Manly P Hall and the Dweller on the Threshold
Manly Palmer Hall (1901-1990) is quite the Masonic enigma; he only joined Freemasonry over 20 years after writing his ground-breaking Secret Teachings Throughout the Ages, a work that is still well renowned amongst Freemasons today. He was finally initiated in 1954, but had been writing about Freemasonry and the occult for decades. Hall founded the Philosophical Research Society in 1934, and lectured prolifically on all matter of occult subjects such as Freemasonry, ancient religions, astrology, philosophy and reincarnation. His library collection included many works on mysticism including alchemy, esoterica and Hermetica. Hall is still held in high esteem on both sides of the Atlantic, and his mystical teachings still resonate today, especially in the Masonic community.
Hall, speaking decades before he became a Freemason, talked of how he believed Freemasonry to be a fraternity within a fraternity – there being a hidden Masonry that concealed the outer, more visible society, this idea being similar to Waite’s ‘Masonry behind Masonry’:
‘FREEMASONRY is a fraternity within a fraternity—an outer organization concealing an inner brotherhood of the elect.’

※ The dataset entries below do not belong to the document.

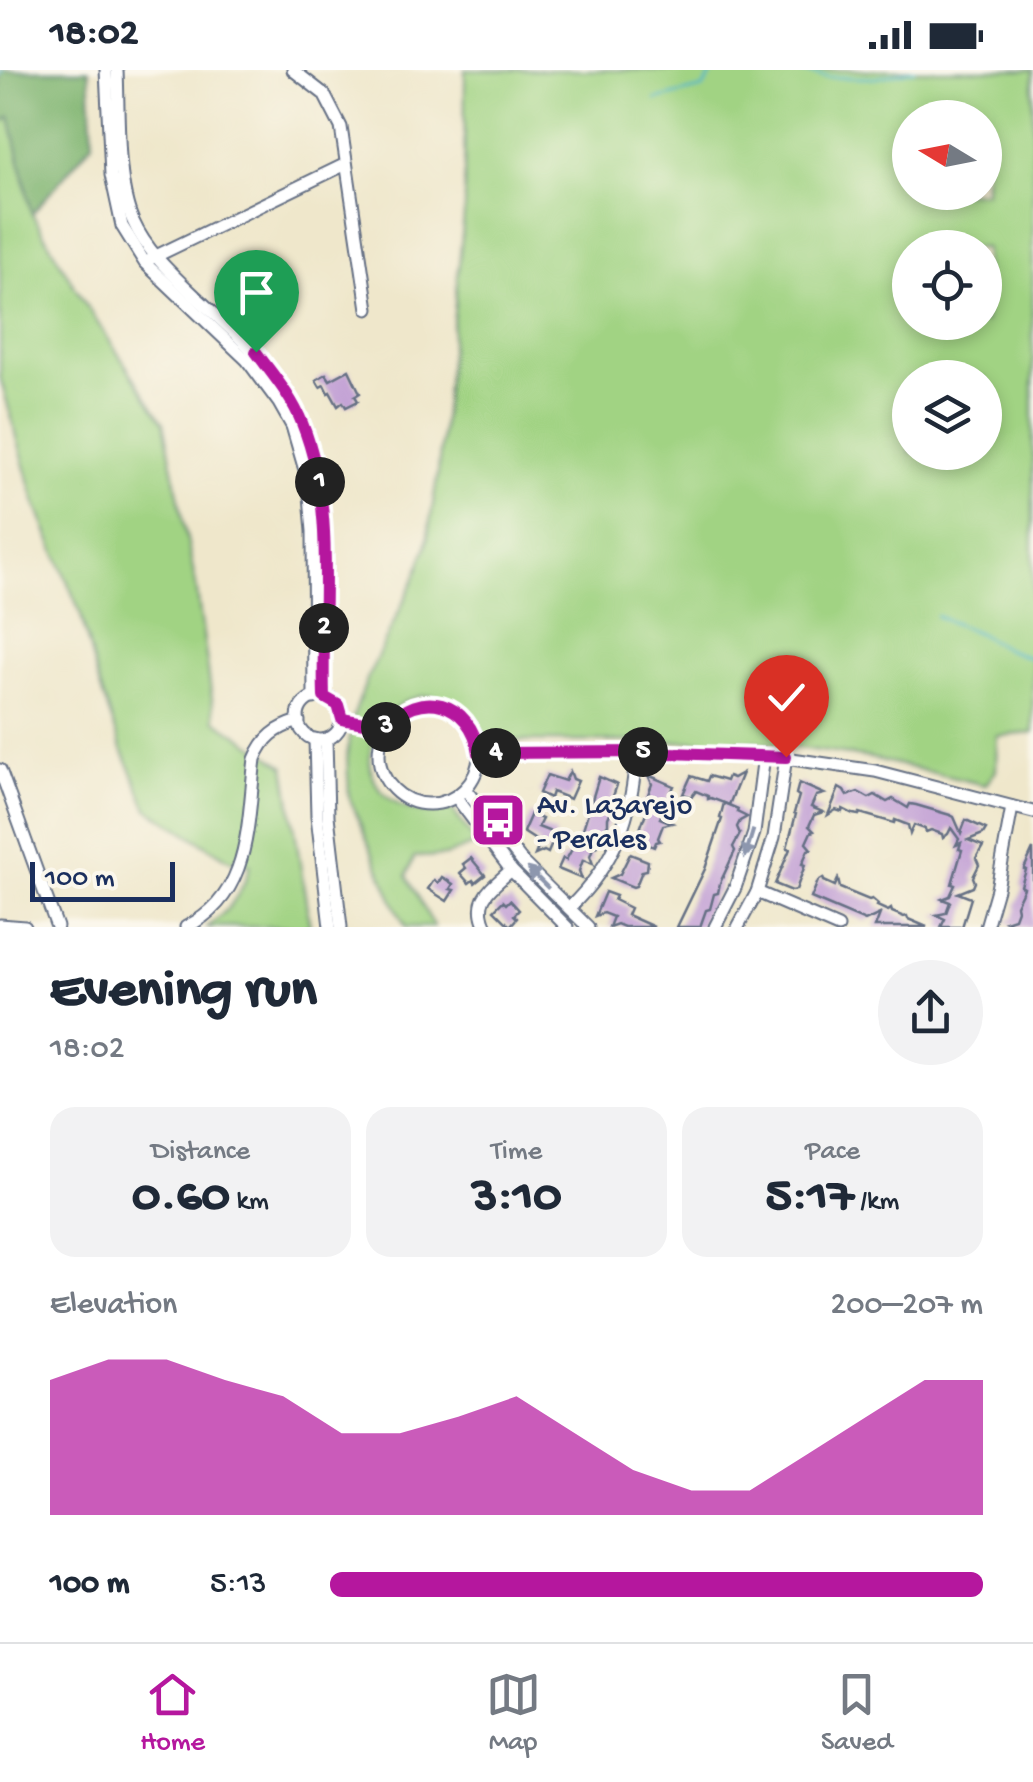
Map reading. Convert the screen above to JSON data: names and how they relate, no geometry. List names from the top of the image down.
{
  "places": {
    "bus stop": ["Av. Lazarejo - Perales"]
  },
  "scale_bar": "100 m",
  "north": "left",
  "page": {
    "status": "18:02",
    "pins": [
      "1",
      "2",
      "3",
      "5",
      "4"
    ],
    "scale": "100 m",
    "heading": ["Evening run", "18:02"],
    "stats": [
      ["Distance", "0.60 km"],
      ["Time", "3:10"],
      ["Pace", "5:17 /km"]
    ],
    "chart": ["Elevation", "200–207 m"],
    "list": [
      {
        "name": "100 m",
        "note": "5:13"
      }
    ],
    "tabs": ["Home", "Map", "Saved"]
  }
}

Hall went on, revealing his thoughts in the lecture, which stretched around the philosophies of mankind, into the tarot, ancient religions and into other avenues of Truth seeking, but he kept a place for Freemasonry close to his ideas, and this can be seen here with his belief that Masons were ‘dwellers upon the Threshold’ of an inner circle of Masters that are behind all the prodigious secret societies:
‘In each generation only a few are accepted into the inner sanctuary of the Work, but these are veritable Princes of the Truth and their sainted names shall be remembered in future ages together with the seers and prophets of the elder world. Though the great initiate-philosophers of Freemasonry can be counted upon one’s fingers, yet their power is not to be measured by the achievements of ordinary men. They are dwellers upon the Threshold of the Innermost, Masters of that secret doctrine which forms the invisible foundation of every great theological and rational institution.’
An influence on Hall was Max Heindel (1865-1919), who founded the Rosicrucian Fellowship in California. There was certainly a fashion for founding Rosicrucian Orders around this time such as the AMORC in the US and of course Waite’s Fellowship of the Rosy Cross in England, the philosophy of Rosicrucianism being attractive as it combined a more Christian type of mysticism, Hall also considering the Rosicrucians as a central Order. Hall also spoke kindly of Cagliostro, discussing how he prophesised the fall of the French throne and that he was ‘no more a charlatan than was Plato’. Like Waite and Crowley, Hall created his own tarot deck, the Knapp-Hall Tarot, with J. Augustus Knapp designing the cards in collaboration with Hall.
Hall certainly explored many mystical ideas, his works covering many areas of esotericism and mysticism, such as Freemasonry, ancient religions, astrology, philosophy and the tarot. He examined the hidden mysteries of nature and science, explored the deeper secrets of the universe and tried to make sense of them, leaving for us a unique body of work that will continue to guide us.